Terrence Malick’s “Badlands” is a built-up masterpiece that calls for attention to each frame. It’s slowly paced and sauntering with feeling and mystery, as garbage-collector Kit, played by Martin Sheen, quits his day on the job Terrence’s camera is perched upon him. He finds as he walks home, kicking a can and then conclusively stomping it, a girl outside twirling a baton, played by freckle-faced Sissy Spacek. He sweet-talks her and the spree of cross-country murders begin, inspired by the Starkweather-Fugate killings of the 1950s.

Terrence Malick is an undeniable poet of the cinema, an auteur of nature. He follows the goings of these two young people with romantic shots, despite the two never making love or showing much affection other than just being highly devoted to each other. In a scene where Kit shoots a hillybilly living on a ranch in the desert, the man settles on a cot, breathing deeply and accepting his death, Holly comes in talking leisurely with him; he looks at her a bit odd, but answers her trivial questions anyways. Her lack of shock may be comforting. The expected theme of Badlands is male control; but Kit doesn’t sexually harm or force Holly into any of his circumstances. After it all happens, he just expects shes with him and she is. Her mind is too far gone now to sit back and think: she’s got to keep going.’

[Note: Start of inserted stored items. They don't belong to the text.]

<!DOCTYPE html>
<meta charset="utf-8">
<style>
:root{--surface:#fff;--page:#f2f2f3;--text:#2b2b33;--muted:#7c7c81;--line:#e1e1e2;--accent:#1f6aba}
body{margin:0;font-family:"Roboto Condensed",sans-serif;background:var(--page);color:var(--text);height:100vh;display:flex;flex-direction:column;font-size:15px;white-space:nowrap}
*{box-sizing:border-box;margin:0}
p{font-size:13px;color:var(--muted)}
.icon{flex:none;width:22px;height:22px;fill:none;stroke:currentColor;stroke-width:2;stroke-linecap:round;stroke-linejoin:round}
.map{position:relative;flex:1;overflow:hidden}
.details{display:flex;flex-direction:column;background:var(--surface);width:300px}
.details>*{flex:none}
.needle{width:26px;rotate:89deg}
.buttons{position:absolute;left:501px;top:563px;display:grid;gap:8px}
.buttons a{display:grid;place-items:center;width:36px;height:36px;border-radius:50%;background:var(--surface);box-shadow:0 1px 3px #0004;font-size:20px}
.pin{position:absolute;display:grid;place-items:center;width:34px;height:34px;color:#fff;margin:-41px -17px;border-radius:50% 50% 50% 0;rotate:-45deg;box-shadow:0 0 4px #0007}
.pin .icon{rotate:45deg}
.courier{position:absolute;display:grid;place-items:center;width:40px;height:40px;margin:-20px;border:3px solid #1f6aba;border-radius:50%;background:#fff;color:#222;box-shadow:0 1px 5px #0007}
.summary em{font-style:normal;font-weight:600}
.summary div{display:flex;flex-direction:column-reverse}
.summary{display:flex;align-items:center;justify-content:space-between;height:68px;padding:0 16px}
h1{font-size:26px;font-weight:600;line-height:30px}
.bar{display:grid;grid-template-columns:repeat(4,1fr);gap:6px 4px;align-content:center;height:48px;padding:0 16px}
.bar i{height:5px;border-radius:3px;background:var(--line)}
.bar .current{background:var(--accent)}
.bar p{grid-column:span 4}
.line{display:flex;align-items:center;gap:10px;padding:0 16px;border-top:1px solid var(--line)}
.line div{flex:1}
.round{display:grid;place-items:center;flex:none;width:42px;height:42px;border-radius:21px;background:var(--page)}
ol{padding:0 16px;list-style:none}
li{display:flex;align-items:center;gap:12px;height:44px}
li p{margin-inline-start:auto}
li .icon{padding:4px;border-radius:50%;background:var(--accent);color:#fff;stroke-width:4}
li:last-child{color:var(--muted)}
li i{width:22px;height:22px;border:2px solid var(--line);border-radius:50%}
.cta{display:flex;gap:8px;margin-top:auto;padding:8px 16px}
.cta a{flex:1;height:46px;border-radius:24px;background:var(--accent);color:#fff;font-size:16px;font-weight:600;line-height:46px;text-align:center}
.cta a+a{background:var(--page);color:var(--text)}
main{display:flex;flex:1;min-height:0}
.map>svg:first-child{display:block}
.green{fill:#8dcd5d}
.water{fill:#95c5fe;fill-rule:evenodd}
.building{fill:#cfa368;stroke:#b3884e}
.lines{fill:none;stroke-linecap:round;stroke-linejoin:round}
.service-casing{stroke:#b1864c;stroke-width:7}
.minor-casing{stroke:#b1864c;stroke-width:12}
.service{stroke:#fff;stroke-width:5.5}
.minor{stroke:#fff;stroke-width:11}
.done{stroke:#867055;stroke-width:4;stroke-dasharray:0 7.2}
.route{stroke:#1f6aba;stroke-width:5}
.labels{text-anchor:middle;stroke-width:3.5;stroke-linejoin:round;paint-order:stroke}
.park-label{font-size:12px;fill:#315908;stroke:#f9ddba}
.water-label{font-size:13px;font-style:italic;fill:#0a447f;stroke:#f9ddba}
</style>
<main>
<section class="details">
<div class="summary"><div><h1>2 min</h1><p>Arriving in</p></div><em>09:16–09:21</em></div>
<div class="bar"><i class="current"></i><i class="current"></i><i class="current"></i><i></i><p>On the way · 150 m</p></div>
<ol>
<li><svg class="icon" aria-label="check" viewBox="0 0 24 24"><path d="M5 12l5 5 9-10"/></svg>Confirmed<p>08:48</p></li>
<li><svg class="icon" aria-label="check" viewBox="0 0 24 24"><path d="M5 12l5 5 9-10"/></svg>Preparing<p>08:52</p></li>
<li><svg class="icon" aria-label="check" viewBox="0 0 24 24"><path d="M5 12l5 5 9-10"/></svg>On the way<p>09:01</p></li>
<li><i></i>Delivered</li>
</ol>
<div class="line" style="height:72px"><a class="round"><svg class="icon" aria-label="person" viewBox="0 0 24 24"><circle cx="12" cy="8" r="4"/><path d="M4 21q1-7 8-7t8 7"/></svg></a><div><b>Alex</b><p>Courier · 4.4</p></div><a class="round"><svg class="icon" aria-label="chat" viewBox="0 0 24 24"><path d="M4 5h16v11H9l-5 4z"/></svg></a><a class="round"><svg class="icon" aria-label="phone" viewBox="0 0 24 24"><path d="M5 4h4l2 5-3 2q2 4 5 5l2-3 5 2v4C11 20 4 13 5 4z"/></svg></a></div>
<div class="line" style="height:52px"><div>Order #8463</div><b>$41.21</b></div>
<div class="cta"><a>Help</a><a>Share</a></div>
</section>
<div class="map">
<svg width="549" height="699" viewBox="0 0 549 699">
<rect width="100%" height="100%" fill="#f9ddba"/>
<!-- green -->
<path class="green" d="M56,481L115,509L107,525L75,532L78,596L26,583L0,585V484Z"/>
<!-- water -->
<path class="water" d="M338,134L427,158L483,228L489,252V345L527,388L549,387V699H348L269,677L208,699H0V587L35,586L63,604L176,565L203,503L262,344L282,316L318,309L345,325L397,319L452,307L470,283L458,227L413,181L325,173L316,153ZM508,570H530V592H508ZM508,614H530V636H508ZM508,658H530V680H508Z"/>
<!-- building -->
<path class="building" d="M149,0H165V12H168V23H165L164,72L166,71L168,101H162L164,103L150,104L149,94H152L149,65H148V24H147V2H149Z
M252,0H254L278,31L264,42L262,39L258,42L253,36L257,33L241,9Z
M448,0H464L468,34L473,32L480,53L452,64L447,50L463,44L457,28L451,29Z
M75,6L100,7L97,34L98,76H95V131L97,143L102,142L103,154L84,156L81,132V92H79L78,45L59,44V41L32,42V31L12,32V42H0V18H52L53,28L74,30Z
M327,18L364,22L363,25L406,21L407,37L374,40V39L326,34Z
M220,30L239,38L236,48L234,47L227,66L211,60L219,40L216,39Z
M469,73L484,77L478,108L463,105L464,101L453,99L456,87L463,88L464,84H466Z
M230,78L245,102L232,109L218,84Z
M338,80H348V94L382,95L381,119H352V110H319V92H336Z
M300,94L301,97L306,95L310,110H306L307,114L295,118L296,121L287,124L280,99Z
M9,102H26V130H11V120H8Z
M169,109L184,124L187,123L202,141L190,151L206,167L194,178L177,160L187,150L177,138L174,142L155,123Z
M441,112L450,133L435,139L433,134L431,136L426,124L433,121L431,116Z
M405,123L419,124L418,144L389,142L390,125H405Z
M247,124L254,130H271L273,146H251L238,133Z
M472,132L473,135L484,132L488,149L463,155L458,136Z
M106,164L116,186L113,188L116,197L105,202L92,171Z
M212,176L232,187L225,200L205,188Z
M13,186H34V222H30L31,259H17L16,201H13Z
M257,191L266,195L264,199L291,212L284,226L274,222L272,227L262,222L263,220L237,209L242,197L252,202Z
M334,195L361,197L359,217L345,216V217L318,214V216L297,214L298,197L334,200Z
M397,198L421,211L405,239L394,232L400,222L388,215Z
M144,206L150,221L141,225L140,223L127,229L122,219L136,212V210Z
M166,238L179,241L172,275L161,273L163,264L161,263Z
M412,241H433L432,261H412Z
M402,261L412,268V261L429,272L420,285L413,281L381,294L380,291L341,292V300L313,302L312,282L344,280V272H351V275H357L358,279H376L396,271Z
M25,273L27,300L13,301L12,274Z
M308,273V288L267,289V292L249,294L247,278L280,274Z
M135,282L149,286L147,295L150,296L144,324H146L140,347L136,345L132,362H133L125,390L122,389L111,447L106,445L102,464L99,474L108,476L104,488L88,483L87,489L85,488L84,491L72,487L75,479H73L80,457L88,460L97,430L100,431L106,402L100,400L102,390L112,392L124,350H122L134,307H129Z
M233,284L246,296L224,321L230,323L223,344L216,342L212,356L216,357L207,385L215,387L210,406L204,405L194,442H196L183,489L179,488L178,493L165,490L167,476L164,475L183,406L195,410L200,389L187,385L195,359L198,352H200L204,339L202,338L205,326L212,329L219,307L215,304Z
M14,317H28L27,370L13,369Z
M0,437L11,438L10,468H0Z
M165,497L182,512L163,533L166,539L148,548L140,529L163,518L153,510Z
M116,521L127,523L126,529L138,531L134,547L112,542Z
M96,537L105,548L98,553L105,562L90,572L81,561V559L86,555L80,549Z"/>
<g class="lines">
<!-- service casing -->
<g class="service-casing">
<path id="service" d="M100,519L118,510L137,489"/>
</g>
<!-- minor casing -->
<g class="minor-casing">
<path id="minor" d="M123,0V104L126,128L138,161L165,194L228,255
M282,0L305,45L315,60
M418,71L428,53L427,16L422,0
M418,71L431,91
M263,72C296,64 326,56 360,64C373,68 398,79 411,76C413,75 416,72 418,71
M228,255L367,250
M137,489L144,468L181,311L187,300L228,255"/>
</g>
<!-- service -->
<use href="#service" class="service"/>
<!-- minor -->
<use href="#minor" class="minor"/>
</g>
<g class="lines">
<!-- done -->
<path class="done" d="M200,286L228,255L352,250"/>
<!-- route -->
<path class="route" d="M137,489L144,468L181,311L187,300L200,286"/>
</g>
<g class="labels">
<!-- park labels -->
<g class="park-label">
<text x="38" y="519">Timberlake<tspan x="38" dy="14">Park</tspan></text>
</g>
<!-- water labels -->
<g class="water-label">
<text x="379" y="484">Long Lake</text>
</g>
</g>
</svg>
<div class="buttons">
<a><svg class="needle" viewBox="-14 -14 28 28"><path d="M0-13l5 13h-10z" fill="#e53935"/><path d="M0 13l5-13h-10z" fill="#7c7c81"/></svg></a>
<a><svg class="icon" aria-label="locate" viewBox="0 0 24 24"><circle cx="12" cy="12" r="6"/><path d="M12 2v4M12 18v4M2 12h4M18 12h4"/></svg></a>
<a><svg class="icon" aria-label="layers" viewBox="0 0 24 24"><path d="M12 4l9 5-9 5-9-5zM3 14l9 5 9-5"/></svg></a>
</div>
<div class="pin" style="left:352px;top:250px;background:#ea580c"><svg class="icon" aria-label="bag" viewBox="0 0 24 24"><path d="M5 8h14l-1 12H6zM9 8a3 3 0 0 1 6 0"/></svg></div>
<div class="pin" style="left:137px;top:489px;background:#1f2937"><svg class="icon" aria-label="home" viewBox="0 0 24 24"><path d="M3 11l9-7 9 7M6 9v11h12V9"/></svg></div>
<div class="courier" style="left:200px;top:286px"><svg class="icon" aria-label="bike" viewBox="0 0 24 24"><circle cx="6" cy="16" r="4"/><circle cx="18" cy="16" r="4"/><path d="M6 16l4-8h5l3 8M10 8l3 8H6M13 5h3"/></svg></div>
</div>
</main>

The ending of Badlands seems to be an attempt at meaning, but it really doesn’t pry. The police-men look at Kit like Capone, admire him maybe. But what does this say? We know America glamorizes violence, but is it any different for police-men? The photography that’s been done in Badlands is its greatest ultimate feat: Dust flying from treading tires, and wilderness shots of men clambering with shotguns, after Kit and Holly, the whole film is  shot in crisp full color. Terrence Mallick develops and introduces his style with Badlands, an effective look into the lives of two criminals.